Productivity? Consider that just one barrel of oil represents the energy content of more than a full year's worth of hard manual labour. But it doesn't take anywhere near one man year of work to get a barrel of oil out of the ground - it is thus a means of leveraging human productivity and that's the primary reason we use it.

Oil, gas, coal, hydro are all highly productive in terms of return on human effort invested. To be a viable replacement, any alternative needs to achieve that same level of productivity - not easy when you're dealing with dispersed resources like wind, sun etc rather than the highly concentrated energy in oil, coal or from a single dam on a big river.

That's why oil, coal, hydro etc are viable energy sources but solar generally isn't - there's nowhere on Earth that has a natural high concentration of sunlight sufficient to enable high productivity in its use. We do the best we can with wind farms on hill tops, which do provide a natural concentration of wind to some extent, but it's still a diffuse energy source versus the highly concentrated energy in fossil fuels, nuclear or hydro.
Yes this is true, we are unable to meet demand...

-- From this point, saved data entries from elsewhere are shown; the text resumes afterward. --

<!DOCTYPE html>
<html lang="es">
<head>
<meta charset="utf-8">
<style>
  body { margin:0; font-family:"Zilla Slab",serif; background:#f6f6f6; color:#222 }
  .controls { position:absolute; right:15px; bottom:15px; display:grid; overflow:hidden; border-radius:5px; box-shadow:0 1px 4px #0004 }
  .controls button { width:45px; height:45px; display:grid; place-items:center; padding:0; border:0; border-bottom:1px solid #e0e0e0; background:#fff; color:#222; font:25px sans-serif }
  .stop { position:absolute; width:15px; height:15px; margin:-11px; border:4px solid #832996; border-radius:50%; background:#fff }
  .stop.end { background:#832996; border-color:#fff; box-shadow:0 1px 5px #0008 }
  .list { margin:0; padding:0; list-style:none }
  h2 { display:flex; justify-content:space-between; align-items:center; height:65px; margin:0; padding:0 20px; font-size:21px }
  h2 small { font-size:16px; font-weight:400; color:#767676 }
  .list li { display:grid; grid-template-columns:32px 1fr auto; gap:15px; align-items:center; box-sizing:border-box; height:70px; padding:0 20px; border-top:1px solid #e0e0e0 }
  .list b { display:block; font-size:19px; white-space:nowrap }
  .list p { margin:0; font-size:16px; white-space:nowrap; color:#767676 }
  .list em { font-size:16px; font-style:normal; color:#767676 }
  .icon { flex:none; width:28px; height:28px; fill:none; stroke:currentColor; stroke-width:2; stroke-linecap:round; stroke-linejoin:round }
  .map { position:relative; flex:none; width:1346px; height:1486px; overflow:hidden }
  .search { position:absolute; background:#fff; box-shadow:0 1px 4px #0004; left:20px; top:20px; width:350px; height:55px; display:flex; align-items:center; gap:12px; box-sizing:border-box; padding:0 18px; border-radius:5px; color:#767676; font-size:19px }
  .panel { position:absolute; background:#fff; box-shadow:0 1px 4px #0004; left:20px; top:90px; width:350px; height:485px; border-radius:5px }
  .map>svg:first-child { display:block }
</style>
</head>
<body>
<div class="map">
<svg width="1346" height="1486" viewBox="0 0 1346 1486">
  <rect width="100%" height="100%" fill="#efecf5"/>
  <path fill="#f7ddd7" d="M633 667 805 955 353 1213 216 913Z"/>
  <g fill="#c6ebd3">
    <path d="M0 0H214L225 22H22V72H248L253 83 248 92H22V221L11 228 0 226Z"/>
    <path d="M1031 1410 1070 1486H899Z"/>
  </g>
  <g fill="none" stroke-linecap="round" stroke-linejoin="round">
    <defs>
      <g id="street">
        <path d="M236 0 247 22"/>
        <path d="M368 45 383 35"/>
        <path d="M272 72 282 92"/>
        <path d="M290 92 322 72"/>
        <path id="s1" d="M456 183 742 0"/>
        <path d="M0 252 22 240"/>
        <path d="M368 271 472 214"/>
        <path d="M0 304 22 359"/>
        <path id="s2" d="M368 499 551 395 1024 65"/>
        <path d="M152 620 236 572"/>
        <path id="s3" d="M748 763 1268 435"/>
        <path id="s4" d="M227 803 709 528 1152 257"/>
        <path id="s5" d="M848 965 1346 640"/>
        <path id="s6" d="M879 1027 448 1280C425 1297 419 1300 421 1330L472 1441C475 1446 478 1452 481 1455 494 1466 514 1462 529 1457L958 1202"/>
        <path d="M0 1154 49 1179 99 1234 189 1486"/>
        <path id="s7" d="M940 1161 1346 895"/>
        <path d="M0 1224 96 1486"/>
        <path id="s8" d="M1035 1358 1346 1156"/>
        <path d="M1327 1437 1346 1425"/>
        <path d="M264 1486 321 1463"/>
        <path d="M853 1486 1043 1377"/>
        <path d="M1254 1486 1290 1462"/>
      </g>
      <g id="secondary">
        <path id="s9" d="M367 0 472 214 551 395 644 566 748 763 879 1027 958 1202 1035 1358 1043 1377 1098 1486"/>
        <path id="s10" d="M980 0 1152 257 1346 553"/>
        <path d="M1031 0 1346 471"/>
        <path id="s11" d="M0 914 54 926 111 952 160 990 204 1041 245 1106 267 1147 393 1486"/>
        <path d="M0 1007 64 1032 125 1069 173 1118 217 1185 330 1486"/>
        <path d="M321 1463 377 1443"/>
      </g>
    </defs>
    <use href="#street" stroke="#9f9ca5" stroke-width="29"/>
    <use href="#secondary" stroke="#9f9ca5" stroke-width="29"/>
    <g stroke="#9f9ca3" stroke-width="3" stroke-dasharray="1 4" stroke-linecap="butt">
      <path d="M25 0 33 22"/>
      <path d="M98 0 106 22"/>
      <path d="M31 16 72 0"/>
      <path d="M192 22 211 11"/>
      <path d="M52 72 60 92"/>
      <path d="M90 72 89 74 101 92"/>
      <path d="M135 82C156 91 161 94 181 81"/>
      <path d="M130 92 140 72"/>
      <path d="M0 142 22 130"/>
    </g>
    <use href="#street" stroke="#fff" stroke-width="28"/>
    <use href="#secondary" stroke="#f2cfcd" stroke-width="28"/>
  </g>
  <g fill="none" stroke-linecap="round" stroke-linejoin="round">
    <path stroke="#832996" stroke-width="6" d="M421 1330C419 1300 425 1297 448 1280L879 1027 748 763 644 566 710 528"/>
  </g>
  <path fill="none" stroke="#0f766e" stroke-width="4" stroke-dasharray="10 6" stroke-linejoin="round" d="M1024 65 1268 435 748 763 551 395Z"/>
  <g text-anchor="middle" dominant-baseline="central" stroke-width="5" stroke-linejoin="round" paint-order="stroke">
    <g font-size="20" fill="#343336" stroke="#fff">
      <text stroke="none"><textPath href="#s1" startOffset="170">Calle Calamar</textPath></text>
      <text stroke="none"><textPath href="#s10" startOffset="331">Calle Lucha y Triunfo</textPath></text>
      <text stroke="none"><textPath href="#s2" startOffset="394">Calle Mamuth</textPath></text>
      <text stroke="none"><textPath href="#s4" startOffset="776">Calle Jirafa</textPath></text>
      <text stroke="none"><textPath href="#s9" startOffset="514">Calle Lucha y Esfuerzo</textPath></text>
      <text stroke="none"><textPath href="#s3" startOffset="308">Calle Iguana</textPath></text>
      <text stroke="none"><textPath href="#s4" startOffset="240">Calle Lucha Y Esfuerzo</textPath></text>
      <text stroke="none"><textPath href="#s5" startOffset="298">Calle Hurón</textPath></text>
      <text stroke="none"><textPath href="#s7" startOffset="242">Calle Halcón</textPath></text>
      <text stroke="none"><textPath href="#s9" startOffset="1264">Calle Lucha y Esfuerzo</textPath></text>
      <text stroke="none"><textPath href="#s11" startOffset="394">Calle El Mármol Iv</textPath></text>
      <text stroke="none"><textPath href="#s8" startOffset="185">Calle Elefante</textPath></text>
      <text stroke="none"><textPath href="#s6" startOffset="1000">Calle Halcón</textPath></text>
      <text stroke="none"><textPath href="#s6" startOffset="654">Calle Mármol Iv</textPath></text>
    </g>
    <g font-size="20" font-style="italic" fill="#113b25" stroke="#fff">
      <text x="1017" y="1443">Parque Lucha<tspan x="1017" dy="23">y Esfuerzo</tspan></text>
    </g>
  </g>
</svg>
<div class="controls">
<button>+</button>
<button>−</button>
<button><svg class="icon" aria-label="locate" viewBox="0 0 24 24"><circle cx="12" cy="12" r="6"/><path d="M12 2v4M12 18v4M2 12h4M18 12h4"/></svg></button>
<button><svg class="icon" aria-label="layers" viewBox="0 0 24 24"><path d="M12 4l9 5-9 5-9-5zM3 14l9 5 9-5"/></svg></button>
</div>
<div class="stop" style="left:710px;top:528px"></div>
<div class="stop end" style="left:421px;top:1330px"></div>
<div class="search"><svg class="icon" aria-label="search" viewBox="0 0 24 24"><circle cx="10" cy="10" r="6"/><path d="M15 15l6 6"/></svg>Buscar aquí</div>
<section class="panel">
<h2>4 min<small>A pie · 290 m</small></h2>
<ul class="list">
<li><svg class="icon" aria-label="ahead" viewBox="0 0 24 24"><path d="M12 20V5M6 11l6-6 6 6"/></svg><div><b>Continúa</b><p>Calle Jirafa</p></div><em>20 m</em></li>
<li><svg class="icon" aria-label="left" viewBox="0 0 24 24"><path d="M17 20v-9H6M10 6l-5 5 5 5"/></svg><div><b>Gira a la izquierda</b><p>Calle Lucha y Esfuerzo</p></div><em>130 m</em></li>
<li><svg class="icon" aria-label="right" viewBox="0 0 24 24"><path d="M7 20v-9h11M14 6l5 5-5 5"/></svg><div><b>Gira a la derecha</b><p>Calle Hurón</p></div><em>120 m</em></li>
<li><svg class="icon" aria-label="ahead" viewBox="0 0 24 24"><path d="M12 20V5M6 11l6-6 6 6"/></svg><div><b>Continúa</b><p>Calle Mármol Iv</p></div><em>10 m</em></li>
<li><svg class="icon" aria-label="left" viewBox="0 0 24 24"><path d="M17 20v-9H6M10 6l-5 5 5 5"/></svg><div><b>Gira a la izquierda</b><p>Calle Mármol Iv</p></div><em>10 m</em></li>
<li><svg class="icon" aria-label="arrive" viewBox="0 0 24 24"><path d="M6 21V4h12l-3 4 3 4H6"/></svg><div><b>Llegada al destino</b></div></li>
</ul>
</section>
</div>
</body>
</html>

But then I guess we need to analyse "demand", and how this came to be.

Economic success relys on on the glutenous use of resources and population growth.

Perhaps Malthusian limits apply not only to food, but many resources.
http://ngm.nationalgeographic.com/2009/06/cheap-food/bourne-text

But we are were we are, and it would seem some change is coming... slowly.
I understand "alternative energy" cannot meet demand... yet, it will one day.
 
Climate change groundhog day

The same nonsense, the same confusions - all seem to be endlessly repeated. But what needs more explaining? (From Real Climate.org)

..........recently there has been more of a sense that the issues being discussed (in the media or online) have a bit of a groundhog day quality to them. The same nonsense, the same logical fallacies, the same confusions - all seem to be endlessly repeated. The same strawmen are being constructed and demolished as if they were part of a make-work scheme for the building industry attached to the stimulus proposal. Indeed, the enthusiastic recycling of talking points long thought to have been dead and buried has been given a huge boost by the publication of a new book by Ian Plimer who seems to have been collecting them for years. Given the number of simply made-up 'facts' in that tome, one soon realises that the concept of an objective reality against which one should measure claims and judge arguments is not something that is universally shared. This is troubling - and although there is certainly a role for some to point out the incoherence of such arguments (which in that case Tim Lambert and Ian Enting are doing very well), it isn't something that requires much in the way of physical understanding or scientific background.

.....A case in point is a 100+ comment thread criticising my recent book in which it was clear that not a single critic had read a word of it (you can find the thread easily enough if you need to - it's too stupid to link to). Not only had no-one read it, none of the commenters even seemed to think they needed to - most found it easier to imagine what was contained within and criticise that instead. It is vaguely amusing in a somewhat uncomfortable way.

Communicating with people who won't open the book, read the blog post or watch the program because they already 'know' what must be in it, is tough and probably not worth one's time.

http://www.guardian.co.uk/environment/2009/jun/08/network-climate-change-groundhog-day

I think this article reflects how I feel about the mindless repetition of arguments against the reality of man induced global warming that simply are not true and proven not to be the case many times over.